ASSIGNED TASK → Exactly the lines from the one holding "Task: Extract the" through the final line of the data are wanted, copied as written.

INPUT MATERIAL →
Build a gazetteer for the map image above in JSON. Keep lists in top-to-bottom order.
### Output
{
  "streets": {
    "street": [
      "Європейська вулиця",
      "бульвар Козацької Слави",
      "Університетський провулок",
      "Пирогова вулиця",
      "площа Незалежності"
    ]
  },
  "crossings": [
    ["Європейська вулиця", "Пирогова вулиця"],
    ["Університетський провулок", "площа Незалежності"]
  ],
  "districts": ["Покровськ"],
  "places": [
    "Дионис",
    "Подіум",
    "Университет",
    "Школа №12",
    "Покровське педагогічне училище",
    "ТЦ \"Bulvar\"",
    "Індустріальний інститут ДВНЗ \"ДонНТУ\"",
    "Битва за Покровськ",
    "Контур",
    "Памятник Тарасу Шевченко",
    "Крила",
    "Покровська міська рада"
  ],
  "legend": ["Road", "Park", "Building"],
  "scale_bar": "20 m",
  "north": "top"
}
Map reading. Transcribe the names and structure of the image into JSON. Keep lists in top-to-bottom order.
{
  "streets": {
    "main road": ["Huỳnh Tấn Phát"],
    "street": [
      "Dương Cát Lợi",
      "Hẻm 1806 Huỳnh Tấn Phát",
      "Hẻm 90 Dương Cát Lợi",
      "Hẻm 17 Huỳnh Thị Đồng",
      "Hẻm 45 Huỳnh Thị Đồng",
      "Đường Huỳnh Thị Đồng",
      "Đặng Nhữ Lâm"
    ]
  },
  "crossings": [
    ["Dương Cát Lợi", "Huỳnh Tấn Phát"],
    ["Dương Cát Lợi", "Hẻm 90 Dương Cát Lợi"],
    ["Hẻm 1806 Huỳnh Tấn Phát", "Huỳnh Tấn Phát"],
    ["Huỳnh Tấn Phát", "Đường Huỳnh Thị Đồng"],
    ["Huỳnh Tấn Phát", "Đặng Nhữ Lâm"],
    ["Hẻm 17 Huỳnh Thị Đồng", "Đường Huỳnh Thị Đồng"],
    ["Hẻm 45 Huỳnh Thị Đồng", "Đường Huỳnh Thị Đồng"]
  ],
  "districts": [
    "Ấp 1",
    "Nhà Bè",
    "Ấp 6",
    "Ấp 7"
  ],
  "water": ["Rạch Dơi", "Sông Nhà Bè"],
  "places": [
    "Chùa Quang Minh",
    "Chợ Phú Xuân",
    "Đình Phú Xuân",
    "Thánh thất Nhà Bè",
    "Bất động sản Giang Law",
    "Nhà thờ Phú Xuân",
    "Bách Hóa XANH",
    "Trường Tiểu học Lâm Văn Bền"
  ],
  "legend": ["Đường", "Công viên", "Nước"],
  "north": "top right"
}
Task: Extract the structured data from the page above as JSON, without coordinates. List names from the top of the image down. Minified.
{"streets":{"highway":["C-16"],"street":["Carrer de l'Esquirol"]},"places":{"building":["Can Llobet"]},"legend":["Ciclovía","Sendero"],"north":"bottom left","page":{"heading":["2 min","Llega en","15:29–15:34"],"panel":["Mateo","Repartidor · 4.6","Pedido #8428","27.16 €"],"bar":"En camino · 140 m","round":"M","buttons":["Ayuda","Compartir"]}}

EXERCISE SOLUTION →
Task: Extract the structured data from the page above as JSON, without coordinates. List names from the top of the image down. Minified.
{"streets":{"highway":["C-16"],"street":["Carrer de l'Esquirol"]},"places":{"building":["Can Llobet"]},"legend":["Ciclovía","Sendero"],"north":"bottom left","page":{"heading":["2 min","Llega en","15:29–15:34"],"panel":["Mateo","Repartidor · 4.6","Pedido #8428","27.16 €"],"bar":"En camino · 140 m","round":"M","buttons":["Ayuda","Compartir"]}}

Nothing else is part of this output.